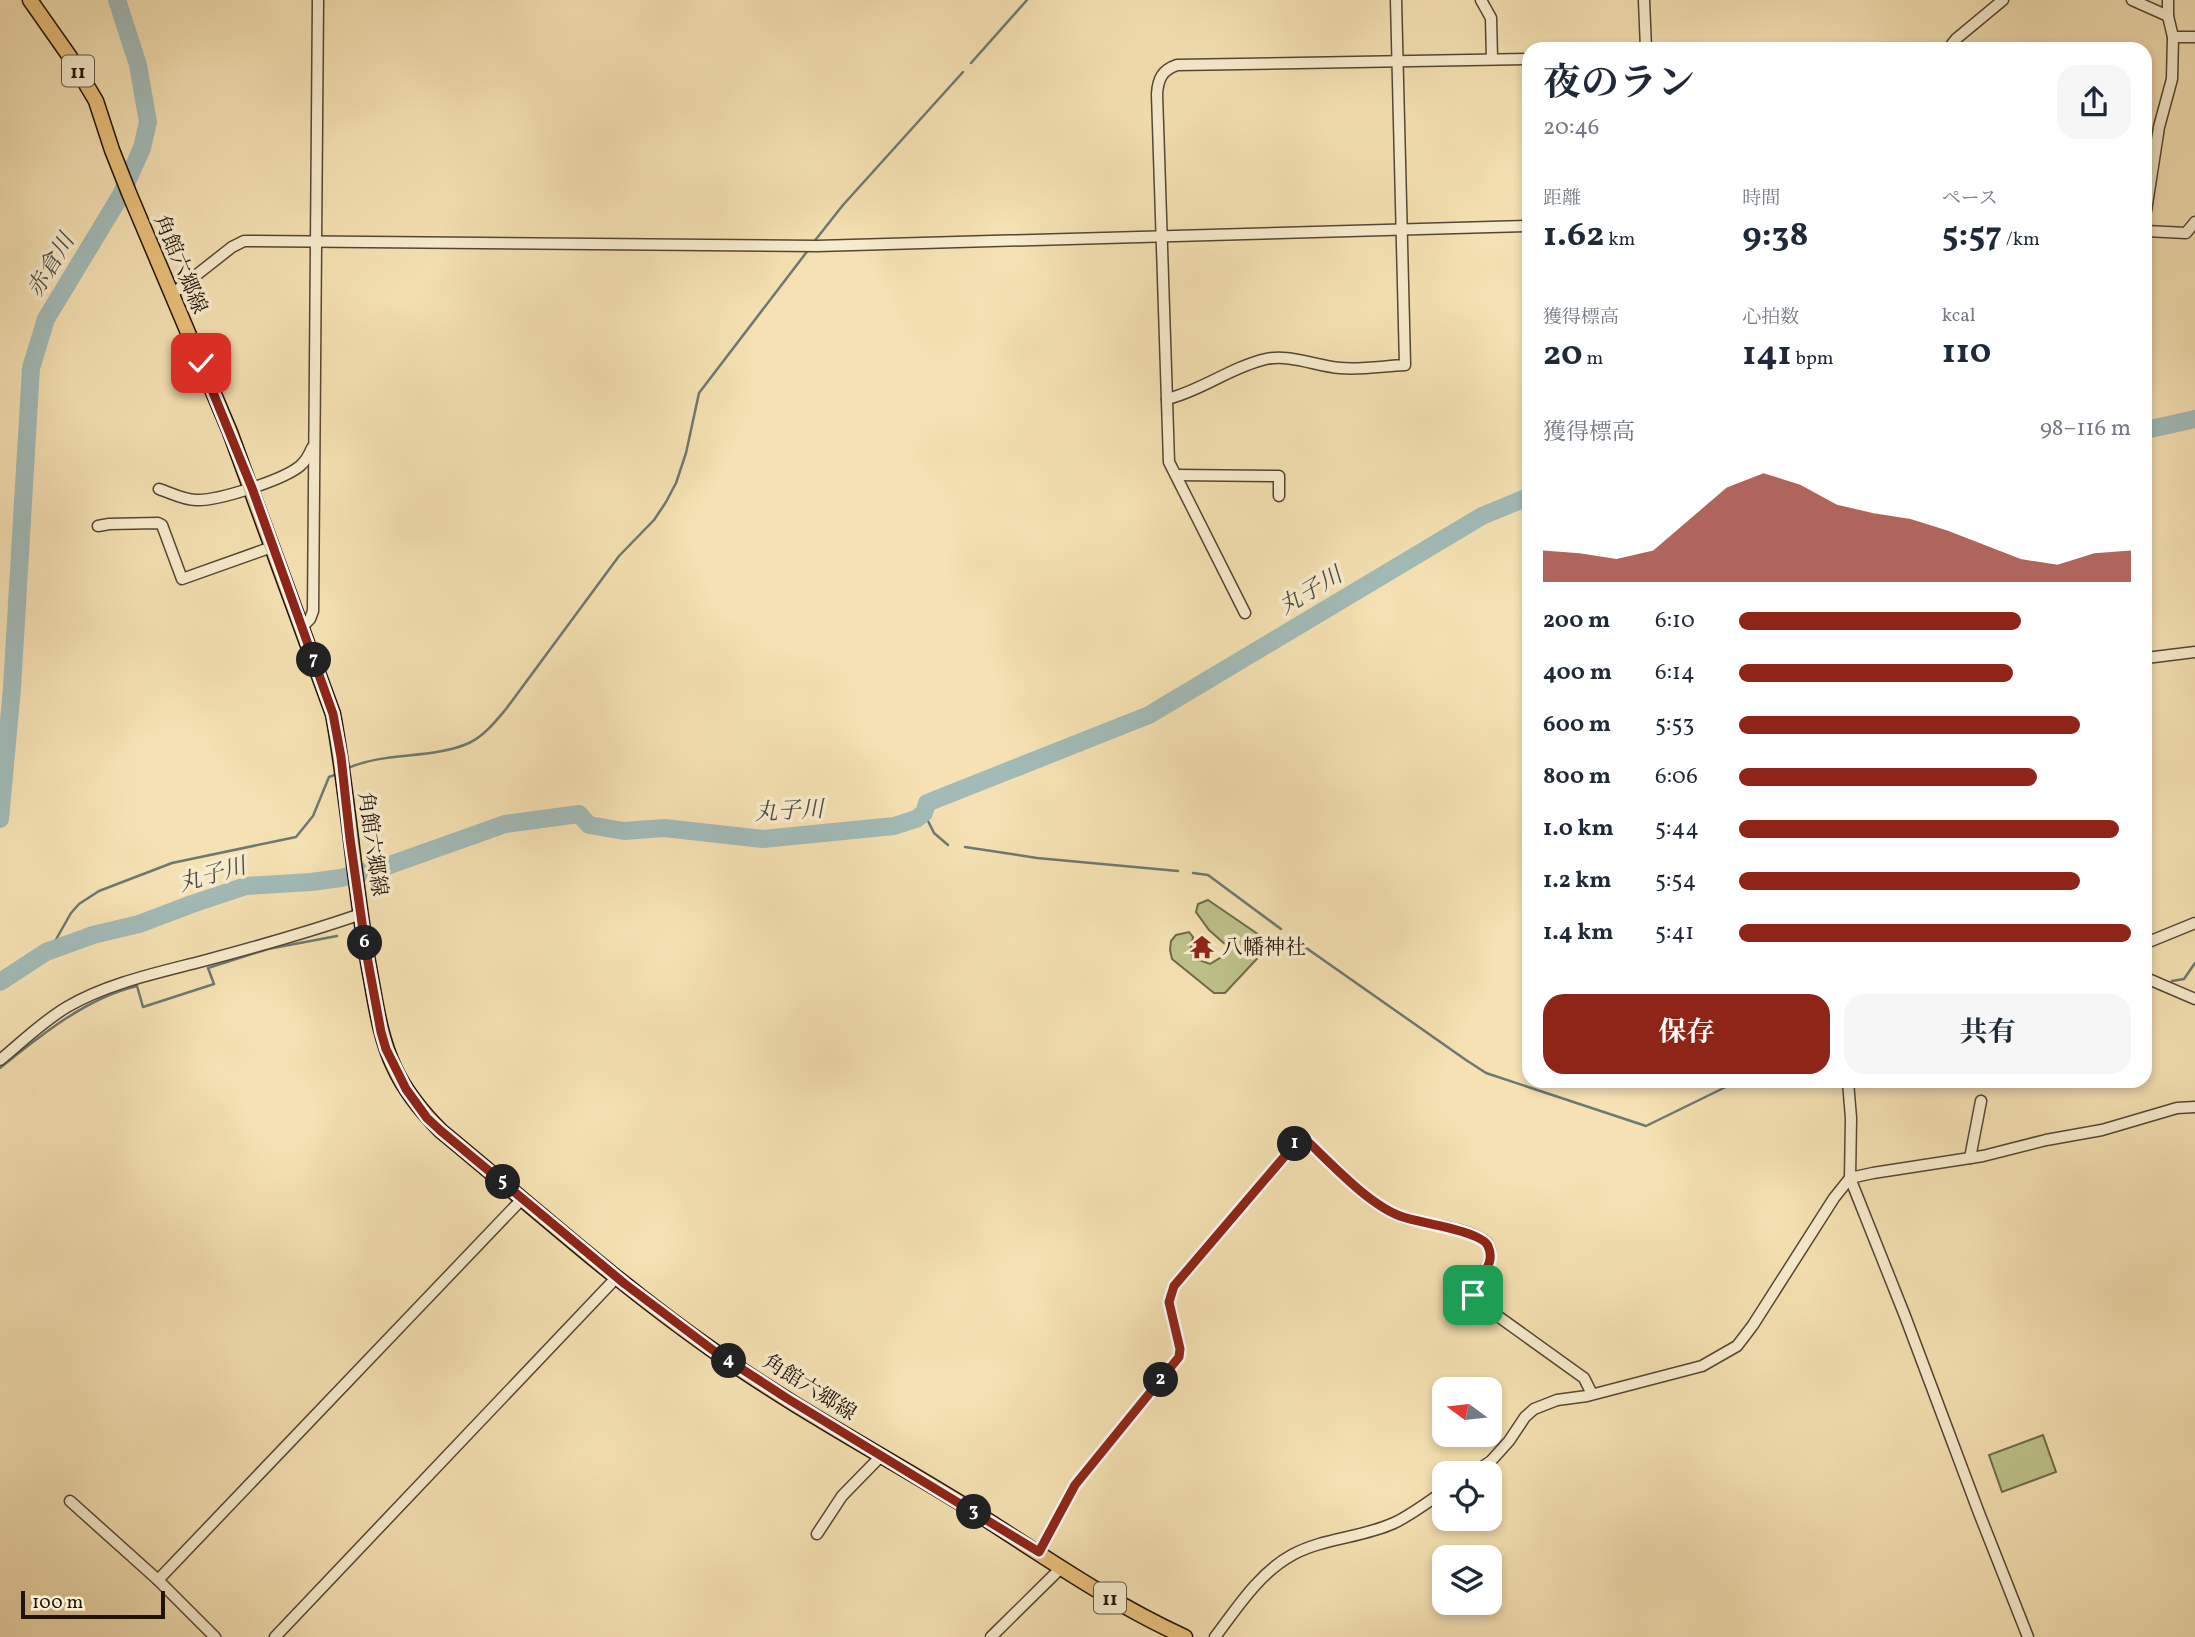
<!DOCTYPE html>
<html lang="ja">
<meta charset="utf-8">
<style>
:root{--surface:#fff;--page:#f6f6f7;--text:#1f2937;--muted:#747a83;--accent:#8f2418}
body{margin:0;font-family:Vollkorn,"Noto Serif JP",serif;background:var(--page);color:var(--text);height:100vh;display:flex;flex-direction:column;font-size:26px;white-space:nowrap}
*{box-sizing:border-box;margin:0}
p{font-size:23px;color:var(--muted)}
.icon{flex:none;width:38px;height:38px;fill:none;stroke:currentColor;stroke-width:2;stroke-linecap:round;stroke-linejoin:round}
.map{position:relative;flex:1;overflow:hidden}
.sheet{position:absolute;left:1522px;top:42px;width:630px;height:1046px;display:flex;flex-direction:column;background:var(--surface);border-radius:21px;box-shadow:0 4px 10px #0003}
.sheet>*{flex:none}
.needle{width:46px;rotate:285deg}
.fabs{position:absolute;left:1432px;top:1377px;display:grid;gap:14px}
.fabs a{display:grid;place-items:center;width:70px;height:70px;border-radius:14px;background:var(--surface);box-shadow:0 4px 10px #0003;font-size:35px}
.scale{position:absolute;left:21px;bottom:18px;width:144px;box-sizing:border-box;padding-left:7px;border:4px solid #20130b;border-top:0;font-size:19px;line-height:24px;white-space:nowrap;color:#20130b;-webkit-text-stroke:5px #f8ecce;paint-order:stroke}
.pin{position:absolute;display:grid;place-items:center;width:60px;height:60px;color:#fff;margin:-30px;border-radius:14px;box-shadow:0 4px 10px #0006}
.km{position:absolute;width:35px;height:35px;margin:-18px;border-radius:50%;background:#222;color:#fff;font-size:19px;line-height:35px;text-align:center}
.round{display:grid;place-items:center;flex:none;width:74px;height:74px;border-radius:21px;background:var(--page)}
.head{display:flex;align-items:center;justify-content:space-between;height:119px;padding:0 21px}
h1{font-size:38px;font-weight:700;line-height:52px}
.stats{display:grid;grid-template-columns:repeat(3,1fr);gap:10px;height:119px;padding:7px 21px}
.stats div{display:grid;align-content:center}
.stats b{font-size:35px;font-weight:700}
.stats small{font-size:19px;font-weight:400}
.stats p{font-size:19px}
.chart{height:196px;padding:14px 21px}
.chart p{display:flex;justify-content:space-between}
.chart svg{width:100%;height:126px;margin-top:7px;fill:var(--accent);opacity:.7}
.button{display:flex;gap:14px;margin-top:auto;padding:14px 21px}
.button a{flex:1;height:80px;border-radius:21px;background:var(--accent);color:#fff;font-size:28px;font-weight:700;line-height:80px;text-align:center}
.button a+a{background:var(--page);color:var(--text)}
ul{padding:0 21px;list-style:none;font-size:23px}
li{display:grid;grid-template-columns:112px 84px 1fr;align-items:center;height:52px}
li i{height:18px;border-radius:9px;background:var(--accent)}
.map>svg:first-child{display:block}
</style>
<div class="map">
<svg width="2195" height="1637" viewBox="0 0 2195 1637">
<rect width="100%" height="100%" fill="#f5e1b3"/>
<filter id="stains"><feTurbulence type="fractalNoise" baseFrequency=".00286" numOctaves="4"/><feColorMatrix values="0 0 0 0 .2 0 0 0 0 .09 0 0 0 0 .02 0 0 0 .5 -.17"/></filter>
<radialGradient id="worn" r=".72"><stop offset=".6" stop-color="#630" stop-opacity="0"/><stop offset="1" stop-color="#630" stop-opacity=".3"/></radialGradient>
<!-- green -->
<g fill="#bec28b" stroke="#6f6a4b" stroke-width="2">
<path d="M 1208,900 L 1268,941 L 1267,948 L 1225,993 L 1214,993 L 1172,959 L 1170,950 L 1171,941 L 1176,935 L 1189,932 L 1193,937 L 1191,948 L 1199,960 L 1210,964 L 1223,956 L 1226,945 L 1209,930 L 1196,912 L 1198,904 Z"/>
<path d="M 2043,1435 L 2056,1472 L 2002,1492 L 1989,1455 Z"/>
</g>
<g fill="none" stroke-linecap="round" stroke-linejoin="round">
<!-- stream -->
<g stroke="#6e7873" stroke-width="2.5">
<path d="M 971,63 L 1027,0"/>
<path d="M 813,243 L 843,205 L 963,72"/>
<path d="M 346,769 C 384,751 431,760 469,743 C 484,736 495,722 506,709 L 619,556 L 654,520 L 666,502 L 676,483 L 686,453 L 699,393 L 809,249"/>
<path d="M 924,813 L 934,833 L 948,845"/>
<path d="M 965,847 L 1037,858 L 1178,871"/>
<path d="M 1193,873 L 1208,875 L 1281,929"/>
<path d="M 1292,938 L 1466,1060 L 1486,1073 L 1646,1126 L 1736,1082"/>
<path d="M 50,950 L 71,913 L 79,904 L 99,891 L 172,863 L 296,837 L 313,816 L 329,777 L 337,774"/>
<path d="M 2172,981 L 2184,979 L 2195,963"/>
<path d="M 2146,991 L 2152,985"/>
<path d="M 0,1068 C 40,1036 86,998 137,986 L 143,1007 L 214,984 L 208,968 L 268,949 L 337,936"/>
</g>
<!-- river -->
<g stroke="#a2bbb8" stroke-width="18">
<path d="M 2146,430 L 2195,419"/>
<path d="M 0,819 L 12,688 L 31,368 L 46,319 L 121,195 L 142,148 L 148,122 L 138,65 L 117,0"/>
<path d="M 0,982 L 46,952 L 93,935 L 139,924 L 192,904 L 246,886 L 311,882 L 341,878 L 387,866 L 505,824 L 579,814 L 589,825 L 624,831 L 664,828 L 763,839 L 894,826 L 916,819 L 924,813 L 927,803 L 1149,715 L 1482,516 L 1523,499 L 1530,498"/>
</g>
<!-- minor casing -->
<g stroke="#554635" stroke-width="13">
<g id="minor">
<path d="M 1481,0 L 1491,18 L 1492,59"/>
<path d="M 1644,0 L 1646,49"/>
<path d="M 2132,0 L 2168,16"/>
<path d="M 2173,37 L 2195,37"/>
<path d="M 1948,49 L 1956,39 L 2003,0"/>
<path d="M 2146,211 L 2159,127 L 2172,79 L 2173,37 L 2168,16 L 2168,0"/>
<path d="M 2146,231 L 2186,233 L 2195,222"/>
<path d="M 171,295 L 232,247 L 244,241 L 817,246 L 1530,226"/>
<path d="M 1167,399 C 1201,391 1231,367 1266,359 C 1290,354 1316,366 1340,368 C 1361,370 1384,366 1405,365 L 1396,0"/>
<path d="M 1176,475 L 1279,476 L 1279,496"/>
<path d="M 159,489 C 171,493 184,500 196,500 C 218,501 283,480 300,466 C 306,461 309,455 312,448"/>
<path d="M 98,526 L 109,524 L 158,523 L 162,525 L 182,579 L 272,547"/>
<path d="M 1245,613 L 1169,462 L 1157,94 C 1158,79 1162,70 1177,65 L 1530,59"/>
<path d="M 303,626 L 310,619 L 313,611 L 318,0"/>
<path d="M 2146,658 L 2195,652"/>
<path d="M 2146,943 L 2195,923"/>
<path d="M 2146,978 L 2195,999"/>
<path d="M 0,1060 C 22,1042 43,1021 67,1007 C 108,983 157,973 203,961 C 256,947 309,932 361,914"/>
<path d="M 1848,1082 L 1851,1118 L 1850,1178 L 1905,1316 L 1979,1513 L 2028,1637"/>
<path d="M 1970,1158 L 1981,1101"/>
<path d="M 1472,1474 L 1491,1461 L 1509,1441 L 1525,1417 L 1534,1409 L 1557,1400 L 1587,1396 L 1702,1366 L 1737,1346 L 1753,1325 L 1834,1198 L 1850,1178 L 1873,1173 L 1983,1156 L 2046,1140 L 2102,1130 L 2177,1108 L 2195,1107"/>
<path d="M 70,1501 L 158,1580 L 215,1637"/>
<path d="M 817,1534 L 842,1496 L 882,1455"/>
<path d="M 1039,1552 L 1075,1485 L 1179,1357 L 1180,1349 L 1169,1302 L 1174,1286 L 1302,1136 C 1329,1160 1369,1206 1402,1217 C 1420,1223 1481,1230 1488,1245 C 1499,1268 1469,1278 1474,1299 L 1584,1378 L 1592,1394"/>
<path d="M 158,1580 L 523,1198"/>
<path d="M 275,1637 L 617,1277"/>
<path d="M 991,1637 L 1062,1567"/>
<path d="M 1215,1637 C 1237,1608 1259,1573 1292,1555 C 1323,1538 1361,1538 1394,1523 C 1411,1515 1428,1502 1444,1491"/>
</g>
</g>
<!-- major casing -->
<g stroke="#20130b" stroke-width="17">
<path id="major" d="M 30,0 L 70,57 L 96,101 L 112,150 L 129,193 L 230,432 L 333,714 C 349,800 354,887 370,973 C 376,1005 380,1037 394,1067 C 405,1091 422,1112 441,1131 C 531,1205 618,1284 714,1351 C 793,1407 879,1453 962,1504 C 1035,1550 1106,1601 1185,1637"/>
</g>
<!-- minor -->
<use href="#minor" stroke="#f8ecce" stroke-width="10"/>
<!-- major -->
<use href="#major" stroke="#eac07a" stroke-width="14"/>
</g>
<g fill="none" stroke-linecap="round" stroke-linejoin="round">
<!-- route casing -->
<g stroke="#fff" stroke-width="14">
<path id="route" d="M 201,363 L 252,488 L 333,714 L 341,757 L 350,839 L 366,951 L 381,1032 L 386,1049 L 406,1089 L 427,1118 L 441,1131 L 625,1284 L 714,1351 L 788,1399 L 1039,1552 L 1075,1485 L 1179,1357 L 1180,1349 L 1169,1302 L 1174,1286 L 1302,1136 C 1329,1161 1369,1206 1403,1217 C 1420,1223 1482,1231 1488,1246 C 1497,1266 1477,1276 1473,1295"/>
</g>
<!-- route -->
<use href="#route" stroke="#8f2418" stroke-width="9"/>
</g>
<!-- icons -->
<defs>
<g id="temple-bare" transform="scale(1.89)"><path d="M0-6L5-2H3V0L6.5 2.5H4V6H1.5V3h-3V6H-4V2.5H-6.5L-3 0V-2H-5Z" fill="#8f2418" stroke="#f8ecce" stroke-width="2.5" paint-order="stroke"/></g>
</defs>
<g fill-rule="evenodd">
<use href="#temple-bare" x="1202" y="947"/>
</g>
<g text-anchor="middle" stroke-width="7" stroke-linejoin="round" paint-order="stroke">
<!-- shield labels -->
<g fill="#f8ecce" stroke="#615446" stroke-width="2">
<rect x="62" y="55.5" width="32" height="31" rx="5"/>
<rect x="1094" y="1582.5" width="32" height="31" rx="5"/>
</g>
<g font-size="19" font-weight="bold" fill="#20130b">
<text x="78" y="78">11</text>
<text x="1110" y="1605">11</text>
</g>
<!-- street labels -->
<g font-size="21" fill="#20130b" stroke="#f8ecce">
<text transform="translate(181 264) rotate(67)" y="7">角館六郷線</text>
<text transform="translate(373 844) rotate(82)" y="7">角館六郷線</text>
<text transform="translate(810 1387) rotate(32)" y="7">角館六郷線</text>
</g>
<!-- poi labels -->
<g font-size="21" fill="#20130b" stroke="#f8ecce" text-anchor="start">
<text x="1222" y="954">八幡神社</text>
</g>
<!-- water labels -->
<g font-size="23" font-style="italic" fill="#4e4e48" stroke="#f8ecce">
<text transform="translate(50 265) rotate(-59)" y="8">赤倉川</text>
<text transform="translate(1310 590) rotate(-31)" y="8">丸子川</text>
<text transform="translate(789 810) rotate(-3)" y="8">丸子川</text>
<text transform="translate(212 874) rotate(-16)" y="8">丸子川</text>
</g>
</g>
<rect width="100%" height="100%" filter="url(#stains)"/>
<rect width="100%" height="100%" fill="url(#worn)"/>
</svg>
<div class="fabs">
<a><svg class="needle" viewBox="-14 -14 28 28"><path d="M0-13l5 13h-10z" fill="#e53935"/><path d="M0 13l5-13h-10z" fill="#747a83"/></svg></a>
<a><svg class="icon" aria-label="locate" viewBox="0 0 24 24"><circle cx="12" cy="12" r="6"/><path d="M12 2v4M12 18v4M2 12h4M18 12h4"/></svg></a>
<a><svg class="icon" aria-label="layers" viewBox="0 0 24 24"><path d="M12 4l9 5-9 5-9-5zM3 14l9 5 9-5"/></svg></a>
</div>
<div class="scale">100 m</div>
<div class="pin" style="left:1473px;top:1295px;background:#1e9e55"><svg class="icon" aria-label="arrive" viewBox="0 0 24 24"><path d="M6 21V4h12l-3 4 3 4H6"/></svg></div>
<div class="pin" style="left:201px;top:363px;background:#d93025"><svg class="icon" aria-label="check" viewBox="0 0 24 24"><path d="M5 12l5 5 9-10"/></svg></div>
<b class="km" style="left:1295px;top:1144px">1</b>
<b class="km" style="left:1161px;top:1380px">2</b>
<b class="km" style="left:974px;top:1512px">3</b>
<b class="km" style="left:729px;top:1361px">4</b>
<b class="km" style="left:503px;top:1182px">5</b>
<b class="km" style="left:365px;top:943px">6</b>
<b class="km" style="left:314px;top:660px">7</b>
<section class="sheet">
<div class="head"><div><h1>夜のラン</h1><p>20:46</p></div><a class="round"><svg class="icon" aria-label="share" viewBox="0 0 24 24"><path d="M12 15V3M7 8l5-5 5 5M5 13v7h14v-7"/></svg></a></div>
<div class="stats">
<div><p>距離</p><b>1.62<small> km</small></b></div>
<div><p>時間</p><b>9:38</b></div>
<div><p>ペース</p><b>5:57<small> /km</small></b></div>
</div>
<div class="stats">
<div><p>獲得標高</p><b>20<small> m</small></b></div>
<div><p>心拍数</p><b>141<small> bpm</small></b></div>
<div><p>kcal</p><b>110</b></div>
</div>
<div class="chart"><p><span>獲得標高</span>98–116 m</p>
<svg viewBox="0 0 160 44" preserveAspectRatio="none"><path d="M0 44V33L10 34L20 36L30 33L40 22L50 11L60 6L70 10L80 17L90 20L100 22L110 26L120 31L130 36L140 38L150 34L160 33V44z"/></svg>
</div>
<ul>
<li><b>200 m</b>6:10<i style="width:72%"></i></li>
<li><b>400 m</b>6:14<i style="width:70%"></i></li>
<li><b>600 m</b>5:53<i style="width:87%"></i></li>
<li><b>800 m</b>6:06<i style="width:76%"></i></li>
<li><b>1.0 km</b>5:44<i style="width:97%"></i></li>
<li><b>1.2 km</b>5:54<i style="width:87%"></i></li>
<li><b>1.4 km</b>5:41<i style="width:100%"></i></li>
</ul>
<div class="button"><a>保存</a><a>共有</a></div>
</section>
</div>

--------------------------------

## Exercise requirements
Count every line in the data that contains the word "muted", then give that count and nothing else.

## Expected answer
2